We arrived at the Westin hotel and decided we did not want to go out anymore for food. We had had dinner at the hotel already a few times as well, and my wife was craving something definitely non-Japanese.
Lamia: Pizza would be nice.
When your pregnant wife wants pizza, you get her pizza.
The hotel did not have pizza on any menu and the one we had tried at their buffet dinner was… well: let’s say the chef should stick to fish and rice and not attempt Italian classics.
I called reception and asked them for help to get a pizza from elsewhere.
Voice: The Westin does not support outside food.
Leo: Erg… what?
Voice: We do not order delivery food for our guests.
Leo: Alright, that’s petty, but no worries. Can you recommend a place where I can order?
She gave me a number.
I called, and they spoke English (phew!) – but the number was from the restaurant, not their delivery hotline, so I had to call again on a different line. That went well so far. I called the other line, however, and got some funny Japanese gibberish which I assumed was some sort of a menu where you have to type a number. That went a little above my abilities.
Lamia was ready to let go of the pizza idea, but I was persistent.
I went down to the reception.
Leo: Hi. I’ve just called this pizza delivery service and I do not understand the automated message. Can you call there and tell me what they say?

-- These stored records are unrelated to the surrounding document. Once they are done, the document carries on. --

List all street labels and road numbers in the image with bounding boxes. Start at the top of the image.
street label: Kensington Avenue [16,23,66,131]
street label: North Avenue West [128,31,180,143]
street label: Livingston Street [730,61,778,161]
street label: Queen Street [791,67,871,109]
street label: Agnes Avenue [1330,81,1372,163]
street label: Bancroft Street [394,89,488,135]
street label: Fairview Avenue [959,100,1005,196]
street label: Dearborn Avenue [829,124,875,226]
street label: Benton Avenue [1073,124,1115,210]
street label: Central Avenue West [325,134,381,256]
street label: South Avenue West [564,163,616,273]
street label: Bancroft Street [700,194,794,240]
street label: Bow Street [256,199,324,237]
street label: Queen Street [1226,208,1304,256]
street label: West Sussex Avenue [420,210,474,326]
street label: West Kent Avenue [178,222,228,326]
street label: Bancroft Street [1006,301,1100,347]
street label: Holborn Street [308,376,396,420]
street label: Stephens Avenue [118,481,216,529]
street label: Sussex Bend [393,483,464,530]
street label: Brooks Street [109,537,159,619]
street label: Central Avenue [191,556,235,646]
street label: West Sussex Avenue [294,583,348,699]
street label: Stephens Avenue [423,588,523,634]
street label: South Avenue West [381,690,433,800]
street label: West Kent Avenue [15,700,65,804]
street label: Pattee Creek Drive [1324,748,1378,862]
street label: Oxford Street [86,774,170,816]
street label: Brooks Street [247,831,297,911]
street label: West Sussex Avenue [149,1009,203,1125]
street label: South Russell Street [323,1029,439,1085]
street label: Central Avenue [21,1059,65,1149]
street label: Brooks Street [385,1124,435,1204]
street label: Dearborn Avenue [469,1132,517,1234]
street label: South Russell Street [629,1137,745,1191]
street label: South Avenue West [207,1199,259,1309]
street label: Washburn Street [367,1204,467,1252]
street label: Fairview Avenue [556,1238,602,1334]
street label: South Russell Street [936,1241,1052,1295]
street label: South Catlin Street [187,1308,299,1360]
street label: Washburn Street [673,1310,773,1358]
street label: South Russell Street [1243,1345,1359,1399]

Reception droid: Erg. Ehm. Hum.
Oh yes, this was my favorite guy at the reception: a trainee who, for some reason, I always ran into when I had a request. And it was painful each time. In general, the whole staff at the reception of the Westin Miyako was crap, however. Every other member of their staff was friendly, spoke some good English and made an effort to help as good as they could. I wonder why this does not work for the reception.
Leo: Look, I just need you to tell me what they say there. You do not need to order.
Reception droid: Erg. Ehm. Hum.
This went on for a little while, he consulted with a colleague who was as clueless as he was and later talked with his boss who send him back with the message:
Reception droid: We do not order delivered food…
Aaargh! This is not what I’ve asked!
After several minutes of near physical pain, exasperated, I walked away from the reception into the middle of the lobby and said with a loud, booming voice:
Leo: Is anybody here who speaks Japanese and is willing to help me?!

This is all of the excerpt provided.